(Data for analysis begins)

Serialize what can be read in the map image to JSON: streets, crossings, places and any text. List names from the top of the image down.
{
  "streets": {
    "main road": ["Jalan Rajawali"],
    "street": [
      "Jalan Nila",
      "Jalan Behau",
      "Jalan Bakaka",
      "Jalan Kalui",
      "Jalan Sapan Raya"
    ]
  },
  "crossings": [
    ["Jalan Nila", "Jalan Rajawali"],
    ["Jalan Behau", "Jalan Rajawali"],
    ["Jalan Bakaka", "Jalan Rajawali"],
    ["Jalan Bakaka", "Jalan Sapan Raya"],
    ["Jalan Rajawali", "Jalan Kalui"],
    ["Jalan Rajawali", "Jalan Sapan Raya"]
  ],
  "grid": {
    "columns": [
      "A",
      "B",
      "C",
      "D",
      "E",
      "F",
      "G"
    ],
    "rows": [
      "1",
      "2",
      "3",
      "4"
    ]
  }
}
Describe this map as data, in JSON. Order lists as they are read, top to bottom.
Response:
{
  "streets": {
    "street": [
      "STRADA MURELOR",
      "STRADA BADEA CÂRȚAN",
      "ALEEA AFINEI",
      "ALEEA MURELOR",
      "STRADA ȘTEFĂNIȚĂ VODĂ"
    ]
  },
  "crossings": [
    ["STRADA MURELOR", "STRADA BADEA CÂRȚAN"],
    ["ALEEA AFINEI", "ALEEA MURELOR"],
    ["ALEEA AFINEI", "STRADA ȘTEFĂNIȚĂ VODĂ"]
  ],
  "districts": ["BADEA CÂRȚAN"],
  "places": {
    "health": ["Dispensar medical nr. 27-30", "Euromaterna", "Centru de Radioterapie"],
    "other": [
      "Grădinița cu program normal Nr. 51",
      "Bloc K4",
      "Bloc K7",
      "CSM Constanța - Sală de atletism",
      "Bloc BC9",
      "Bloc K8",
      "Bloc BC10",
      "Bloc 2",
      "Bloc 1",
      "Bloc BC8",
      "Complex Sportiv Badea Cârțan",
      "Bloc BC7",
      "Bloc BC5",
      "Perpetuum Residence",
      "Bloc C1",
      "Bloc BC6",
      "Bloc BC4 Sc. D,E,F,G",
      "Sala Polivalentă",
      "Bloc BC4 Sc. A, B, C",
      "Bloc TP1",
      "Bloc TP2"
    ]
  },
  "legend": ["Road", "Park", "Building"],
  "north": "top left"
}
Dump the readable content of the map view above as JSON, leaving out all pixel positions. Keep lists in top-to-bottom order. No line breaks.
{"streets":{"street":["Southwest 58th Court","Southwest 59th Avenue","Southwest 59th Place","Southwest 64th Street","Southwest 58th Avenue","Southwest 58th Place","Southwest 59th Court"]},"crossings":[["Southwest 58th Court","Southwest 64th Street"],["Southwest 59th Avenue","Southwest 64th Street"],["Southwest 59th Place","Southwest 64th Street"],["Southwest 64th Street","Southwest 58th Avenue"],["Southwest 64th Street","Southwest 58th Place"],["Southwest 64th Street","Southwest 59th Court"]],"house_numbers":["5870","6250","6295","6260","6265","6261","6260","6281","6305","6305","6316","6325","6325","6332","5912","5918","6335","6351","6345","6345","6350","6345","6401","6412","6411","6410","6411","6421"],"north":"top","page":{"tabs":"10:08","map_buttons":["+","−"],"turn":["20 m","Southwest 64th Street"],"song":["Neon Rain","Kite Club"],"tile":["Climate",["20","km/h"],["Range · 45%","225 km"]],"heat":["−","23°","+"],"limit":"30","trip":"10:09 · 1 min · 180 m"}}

(Data for analysis ends)

Everything from the first line of the listing above through the line holding "Describe this map" must be retyped exactly; nothing else belongs in the reply.

* [Exercise solution]:
Serialize what can be read in the map image to JSON: streets, crossings, places and any text. List names from the top of the image down.
{
  "streets": {
    "main road": ["Jalan Rajawali"],
    "street": [
      "Jalan Nila",
      "Jalan Behau",
      "Jalan Bakaka",
      "Jalan Kalui",
      "Jalan Sapan Raya"
    ]
  },
  "crossings": [
    ["Jalan Nila", "Jalan Rajawali"],
    ["Jalan Behau", "Jalan Rajawali"],
    ["Jalan Bakaka", "Jalan Rajawali"],
    ["Jalan Bakaka", "Jalan Sapan Raya"],
    ["Jalan Rajawali", "Jalan Kalui"],
    ["Jalan Rajawali", "Jalan Sapan Raya"]
  ],
  "grid": {
    "columns": [
      "A",
      "B",
      "C",
      "D",
      "E",
      "F",
      "G"
    ],
    "rows": [
      "1",
      "2",
      "3",
      "4"
    ]
  }
}
Describe this map as data, in JSON. Order lists as they are read, top to bottom.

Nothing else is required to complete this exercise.